Nonetheless, greater than something, the movie is about Dylan. He’s the filter by way of which every thing else is seen. How else to elucidate why, once we first glimpse Jeff Bridges because the journalist who can be Destiny’s nemesis, he’s hiding inside a hooded sweatshirt precisely just like the one Dylan wore whereas recording Underneath The Purple Sky? Why, earlier than going after Destiny within the movie’s most extraordinary scene, turning on him with a creepy, hectoring rap about Jimi Hendrix, Destiny/Dylan’s absence at Woodstock, and the that means of Hendrix’s epochal reordering of “The Star Spangled Banner“, Bridges adjustments costume, re-emerging as a black-leather-jacketed xerox of the Dylan of Dont Look Again?
“Sure. He’s dressed precisely like Bob Dylan 1965,” Charles confirms. “All the way down to the *sneakers*. Most individuals don’t choose up on that. The movie is plagued by these sorts of particulars. In some sense, all people is a mirrored image of Bob. But it surely occurred to me very vividly that Jeff was additionally taking part in the younger journalist Bob will get into the argument with in Dont Look Again, 40 years later.
“Bob is consistently competing with the youthful variations of himself. That, I believe, is certainly one of his large points with the media, not accepting him for what he’s, no matter that may be. He’s continuously combating his personal previous. He can’t actually get pleasure from his personal music, in a way. He has to maintain shifting ahead.
“‘Don’t look again’ turns into a theme. Of this movie, and his life.”
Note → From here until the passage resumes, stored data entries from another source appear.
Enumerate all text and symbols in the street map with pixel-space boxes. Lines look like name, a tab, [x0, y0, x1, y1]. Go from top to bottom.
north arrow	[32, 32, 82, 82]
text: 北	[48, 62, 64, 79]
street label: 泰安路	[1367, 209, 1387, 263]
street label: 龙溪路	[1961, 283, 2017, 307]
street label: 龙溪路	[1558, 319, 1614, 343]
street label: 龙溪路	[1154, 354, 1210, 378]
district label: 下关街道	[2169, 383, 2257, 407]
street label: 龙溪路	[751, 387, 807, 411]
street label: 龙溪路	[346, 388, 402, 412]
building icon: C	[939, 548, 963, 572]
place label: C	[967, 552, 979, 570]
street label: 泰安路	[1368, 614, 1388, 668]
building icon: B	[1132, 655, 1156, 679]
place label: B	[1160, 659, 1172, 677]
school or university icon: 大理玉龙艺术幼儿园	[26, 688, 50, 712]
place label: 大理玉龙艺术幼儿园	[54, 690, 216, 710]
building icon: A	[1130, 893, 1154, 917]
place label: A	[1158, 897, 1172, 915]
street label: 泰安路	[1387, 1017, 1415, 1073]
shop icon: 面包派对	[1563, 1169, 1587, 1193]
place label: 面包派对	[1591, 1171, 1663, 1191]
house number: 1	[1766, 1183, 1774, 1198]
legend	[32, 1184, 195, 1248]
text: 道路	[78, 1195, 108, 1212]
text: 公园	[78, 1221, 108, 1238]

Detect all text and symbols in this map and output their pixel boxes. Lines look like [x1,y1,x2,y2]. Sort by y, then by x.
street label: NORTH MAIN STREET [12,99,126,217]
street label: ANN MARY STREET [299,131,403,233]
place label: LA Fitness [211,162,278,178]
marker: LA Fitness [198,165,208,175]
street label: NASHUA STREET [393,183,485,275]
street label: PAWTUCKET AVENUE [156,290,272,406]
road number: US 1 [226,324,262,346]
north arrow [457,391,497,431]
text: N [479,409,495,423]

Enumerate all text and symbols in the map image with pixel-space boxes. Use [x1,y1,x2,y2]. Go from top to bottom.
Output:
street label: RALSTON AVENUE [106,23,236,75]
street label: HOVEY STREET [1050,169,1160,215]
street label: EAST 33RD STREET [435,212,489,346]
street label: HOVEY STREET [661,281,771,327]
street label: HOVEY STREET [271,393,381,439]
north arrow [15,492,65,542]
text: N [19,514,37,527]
Accompanied by a soundtrack of Dylan covers – acquainted songs rendered as Japanese punk or Italian rap till they blur right into a babbling muzak Esperanto, pierced sometimes by Dylan’s personal lacerating performances – Masked And Nameless is, lastly, Dylan speaking to himself, about himself, the place he’s been, the place he’s and what he sees. If that’s a conceit venture, then that’s what his work has all the time been.
“I used to be all the time a singer, possibly not more than that…” Jack Destiny concludes. “I finished attempting to determine every thing out a very long time in the past.” Perhaps that is simply one other track. Perhaps it’s simply Halloween.